Displaying items by tag: Kur’an

Salı, 23 Haziran 2015 20:39

DUA

“Allah’ım! Her ne kadar biz rahmetine ehil değilsek de, şüphesiz sen geniş rahmetinle bizi bağışlamaya ehilsin.
Allah’ım! Sen dünyada günahlarımızı bağışladın ve biz günahlarımızın ahirette örtülmesine daha çok muhtacız.
Ey Allah’ım! Bize, tümüyle sana bağlanmayı nasip et. Kalplerimizin gözlerini sana bakma nuruyla aydınlat ki kalplerimizin gözleri, nurdan hicapları yırtsın ve böylece azamet madenine bağlansın….”

Gün olur ki insan ağladığı günlere ağlar, gün olur ki insan kaçırdığı fırsatlara ağlar ve gün olur ki insan gayretsiz çabasız geçen günlerine ağlar…

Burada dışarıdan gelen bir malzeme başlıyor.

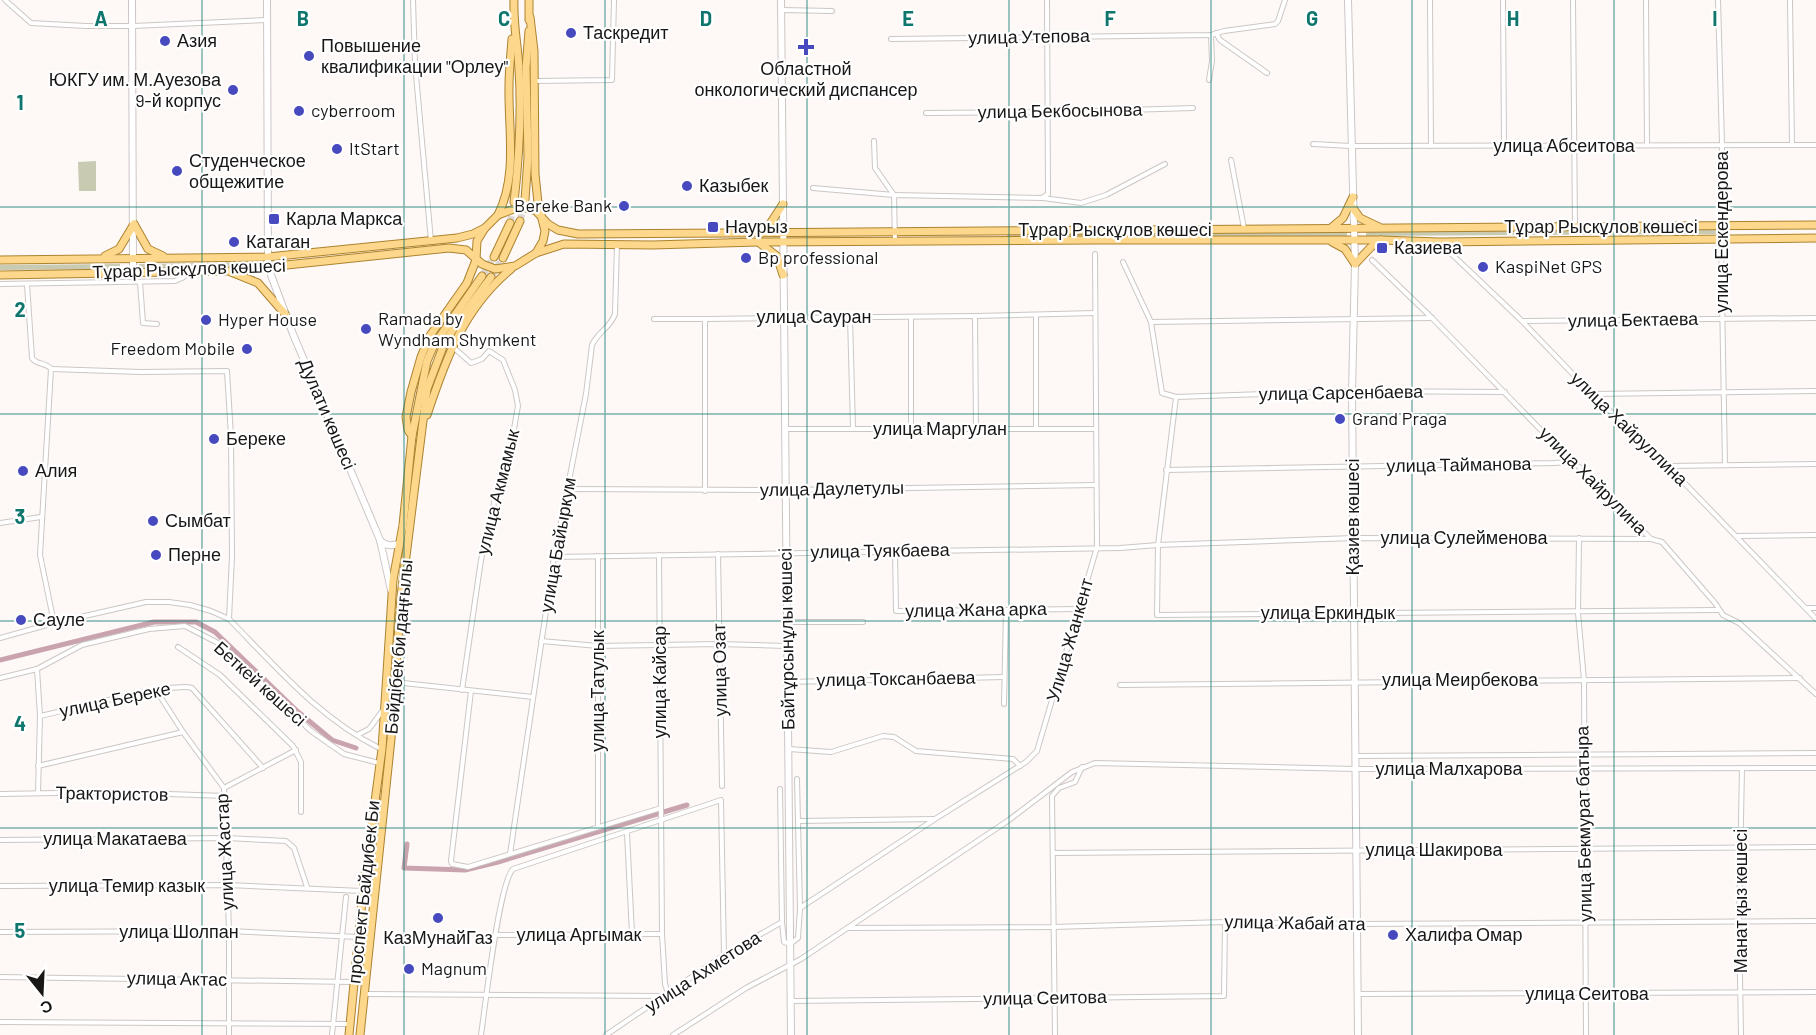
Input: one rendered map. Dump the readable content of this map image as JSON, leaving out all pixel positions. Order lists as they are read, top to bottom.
{
  "streets": {
    "main road": [
      "Тұрар Рыскұлов көшесі",
      "Дулати көшесі",
      "Қазиев көшесі",
      "Байтұрсынұлы көшесі",
      "Бәйдібек би даңғылы",
      "проспект Байдибек Би"
    ],
    "street": [
      "улица Утепова",
      "улица Бекбосынова",
      "улица Абсеитова",
      "улица Ескендерова",
      "улица Сауран",
      "улица Бектаева",
      "улица Сарсенбаева",
      "улица Маргулан",
      "улица Хайруллина",
      "улица Тайманова",
      "улица Хайрулина",
      "улица Даулетулы",
      "улица Акмамык",
      "улица Сулейменова",
      "улица Байыркум",
      "улица Туякбаева",
      "улица Жана арка",
      "улица Еркиндык",
      "Улица Жанкент",
      "улица Озат",
      "улица Токсанбаева",
      "улица Меирбекова",
      "улица Кайсар",
      "Беткей көшесі",
      "улица Татулык",
      "улица Береке",
      "улица Малхарова",
      "Трактористов",
      "улица Бекмурат батыра",
      "улица Макатаева",
      "улица Шакирова",
      "улица Жастар",
      "улица Темир казык",
      "Манат қыз көшесі",
      "улица Жабай ата",
      "улица Шолпан",
      "улица Аргымак",
      "улица Ахметова",
      "улица Актас",
      "улица Сеитова"
    ]
  },
  "crossings": [
    ["улица Абсеитова", "улица Ескендерова"],
    ["улица Абсеитова", "Қазиев көшесі"],
    ["Тұрар Рыскұлов көшесі", "улица Ескендерова"],
    ["Тұрар Рыскұлов көшесі", "Дулати көшесі"],
    ["Тұрар Рыскұлов көшесі", "улица Хайруллина"],
    ["Тұрар Рыскұлов көшесі", "Қазиев көшесі"],
    ["Тұрар Рыскұлов көшесі", "улица Байыркум"],
    ["Тұрар Рыскұлов көшесі", "Байтұрсынұлы көшесі"],
    ["улица Ескендерова", "улица Бектаева"],
    ["улица Сауран", "Байтұрсынұлы көшесі"],
    ["улица Сауран", "Улица Жанкент"],
    ["улица Бектаева", "улица Хайруллина"],
    ["улица Сарсенбаева", "улица Хайрулина"],
    ["улица Сарсенбаева", "Қазиев көшесі"],
    ["улица Сарсенбаева", "улица Еркиндык"],
    ["Дулати көшесі", "Бәйдібек би даңғылы"],
    ["улица Маргулан", "Байтұрсынұлы көшесі"],
    ["улица Маргулан", "Улица Жанкент"],
    ["улица Тайманова", "улица Хайрулина"],
    ["улица Тайманова", "Қазиев көшесі"],
    ["улица Тайманова", "улица Еркиндык"],
    ["улица Хайрулина", "улица Сулейменова"],
    ["улица Хайрулина", "улица Еркиндык"],
    ["улица Хайрулина", "улица Меирбекова"],
    ["улица Даулетулы", "улица Байыркум"],
    ["улица Даулетулы", "Байтұрсынұлы көшесі"],
    ["улица Даулетулы", "Улица Жанкент"],
    ["Қазиев көшесі", "улица Сулейменова"],
    ["Қазиев көшесі", "улица Еркиндык"],
    ["Қазиев көшесі", "улица Меирбекова"],
    ["Қазиев көшесі", "улица Малхарова"],
    ["Қазиев көшесі", "улица Шакирова"],
    ["Қазиев көшесі", "улица Жабай ата"],
    ["Қазиев көшесі", "улица Сеитова"],
    ["улица Сулейменова", "улица Туякбаева"],
    ["улица Сулейменова", "улица Еркиндык"],
    ["улица Сулейменова", "Улица Жанкент"],
    ["улица Сулейменова", "улица Бекмурат батыра"],
    ["улица Байыркум", "улица Туякбаева"],
    ["улица Туякбаева", "улица Жана арка"],
    ["улица Туякбаева", "Байтұрсынұлы көшесі"],
    ["улица Туякбаева", "Улица Жанкент"],
    ["улица Туякбаева", "улица Озат"],
    ["улица Туякбаева", "улица Кайсар"],
    ["улица Туякбаева", "улица Татулык"],
    ["улица Жана арка", "Улица Жанкент"],
    ["улица Еркиндык", "улица Бекмурат батыра"],
    ["Байтұрсынұлы көшесі", "улица Токсанбаева"],
    ["Байтұрсынұлы көшесі", "улица Сеитова"],
    ["Бәйдібек би даңғылы", "проспект Байдибек Би"],
    ["улица Меирбекова", "улица Бекмурат батыра"],
    ["Беткей көшесі", "проспект Байдибек Би"],
    ["улица Береке", "улица Жастар"],
    ["улица Малхарова", "улица Бекмурат батыра"],
    ["улица Малхарова", "Манат қыз көшесі"],
    ["Трактористов", "улица Жастар"],
    ["улица Бекмурат батыра", "улица Шакирова"],
    ["улица Бекмурат батыра", "улица Жабай ата"],
    ["улица Бекмурат батыра", "улица Сеитова"],
    ["улица Макатаева", "улица Жастар"],
    ["улица Макатаева", "улица Темир казык"],
    ["улица Шакирова", "Манат қыз көшесі"],
    ["улица Жастар", "улица Темир казык"],
    ["улица Жастар", "улица Шолпан"],
    ["улица Жастар", "улица Актас"],
    ["улица Темир казык", "проспект Байдибек Би"],
    ["проспект Байдибек Би", "улица Шолпан"],
    ["проспект Байдибек Би", "улица Актас"],
    ["Манат қыз көшесі", "улица Жабай ата"],
    ["Манат қыз көшесі", "улица Сеитова"],
    ["улица Жабай ата", "улица Сеитова"]
  ],
  "places": {
    "other": [
      "Таскредит",
      "Азия",
      "Повышение квалификации \"Орлеу\"",
      "ЮКГУ им. М.Ауезова 9-й корпус",
      "cyberroom",
      "ItStart",
      "Студенческое общежитие",
      "Казыбек",
      "Bereke Bank",
      "Катаган",
      "Bp professional",
      "KaspiNet GPS",
      "Hyper House",
      "Ramada by Wyndham Shymkent",
      "Freedom Mobile",
      "Grand Praga",
      "Береке",
      "Алия",
      "Сымбат",
      "Перне",
      "Сауле",
      "КазМунайГаз",
      "Халифа Омар",
      "Magnum"
    ],
    "health": ["Областной онкологический диспансер"],
    "transit": ["Карла Маркса", "Наурыз", "Казиева"]
  },
  "north": "bottom",
  "grid": {
    "columns": [
      "A",
      "B",
      "C",
      "D",
      "E",
      "F",
      "G",
      "H",
      "I"
    ],
    "rows": [
      "1",
      "2",
      "3",
      "4",
      "5"
    ]
  }
}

İşte önümüzde bunu fırsata çevirecek nurlu geceler vardır, insanı maddi boyuttan soyutlayacak manevi bir sofraya davet eden nurun ala nur geceleri vardır..

İnsanın iç alemini tamirat ayı olan bugünlerde Kur’an'ın manevi sofrası tüm insanlara açılmıştır. Kimi bu aydan mutlu kimide bedbaht ayrılacaktır, önemli olan bizlerin nasıl ayrılacağıdır! Ağladığımız günlere mi ağlayacağız yoksa kaçırdığımız fırsatlara mı?

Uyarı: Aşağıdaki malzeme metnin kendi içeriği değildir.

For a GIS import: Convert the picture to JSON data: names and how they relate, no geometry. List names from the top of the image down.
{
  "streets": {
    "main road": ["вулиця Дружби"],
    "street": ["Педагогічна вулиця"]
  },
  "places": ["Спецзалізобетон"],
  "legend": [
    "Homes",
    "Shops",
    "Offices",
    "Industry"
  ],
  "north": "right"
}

Akıl ve cehalet ordularının çok şiddetli bir şekilde savaştığı bu ayda nur olan Kur’an'dan nasıl faydalanmalıyız ve iç alemimizde hükümranlığı kimin eline teslim etmeliyiz, bu çok önemli ve bizim kaderimizi belirleyecek bir mücadeledir..

Bazen bu mücadele Ramazan boyu bazen bir yıl bazen de bir ömür boyu sürebilir…

Sadece yemekten içmekten kesilmek anlamı değildir bu ay bu sadece fıtratın gerektirdiği bir ameldir, asıl mana olarak insanın iç aleminin inşaasıdır..

İç alemin inşaası ancak nur ile mümkündür ki bu da ancak bu aya özel olan Kadir Gecesi ile gerçekleşmektedir…İç alemin her kademesi kendine öz haslet içermektedir. Bütün uzuvları adalet ölçüsünde takva ile donatmak ,yani çekinmek, kaçmak ve İlahi Nur'a doğru bir merdiven açmaktır..

Kur’an canlı bir ruh olma hesabı ile İsa Mesih gibi Ruhullah olma özelliğine sahiptir, ona nasıl yaklaşılırsa o şekilde cevap verir…Okumak ancak bir merhaledir okumayı ihlaslı bir şekilde amele dökmek gerekmektedir…

İnsanın iç alemini okuması insanın kendi inşaasının ilk adımıdır ve bu inşaa ancak iç alemindeki tüm "Fıtrat"a ters düşen kötü hasletleri iyi bir meleke haline getirmekle önem kazanacaktır ve İlahi sofranın Nur'undan faydalanma ile hakikat gerçekleşecektir..

Allah‘ın ruhu olan İsa Mesih bu hasletleri yaşayışıyla Celal sıfatını kendisinde meleke haline gelmiş bir şekilde insanlara göstermiştir..

İlahi sofranın manevi hediyelerinden biride bu ayda tamir edilen her kötü hasletin yerine bir tecelli bir nur olarak yansımasıdır, yani İlahi Nur'un sizin hem iç aleminizde hemde dış aleminizde zahir olmasıdır.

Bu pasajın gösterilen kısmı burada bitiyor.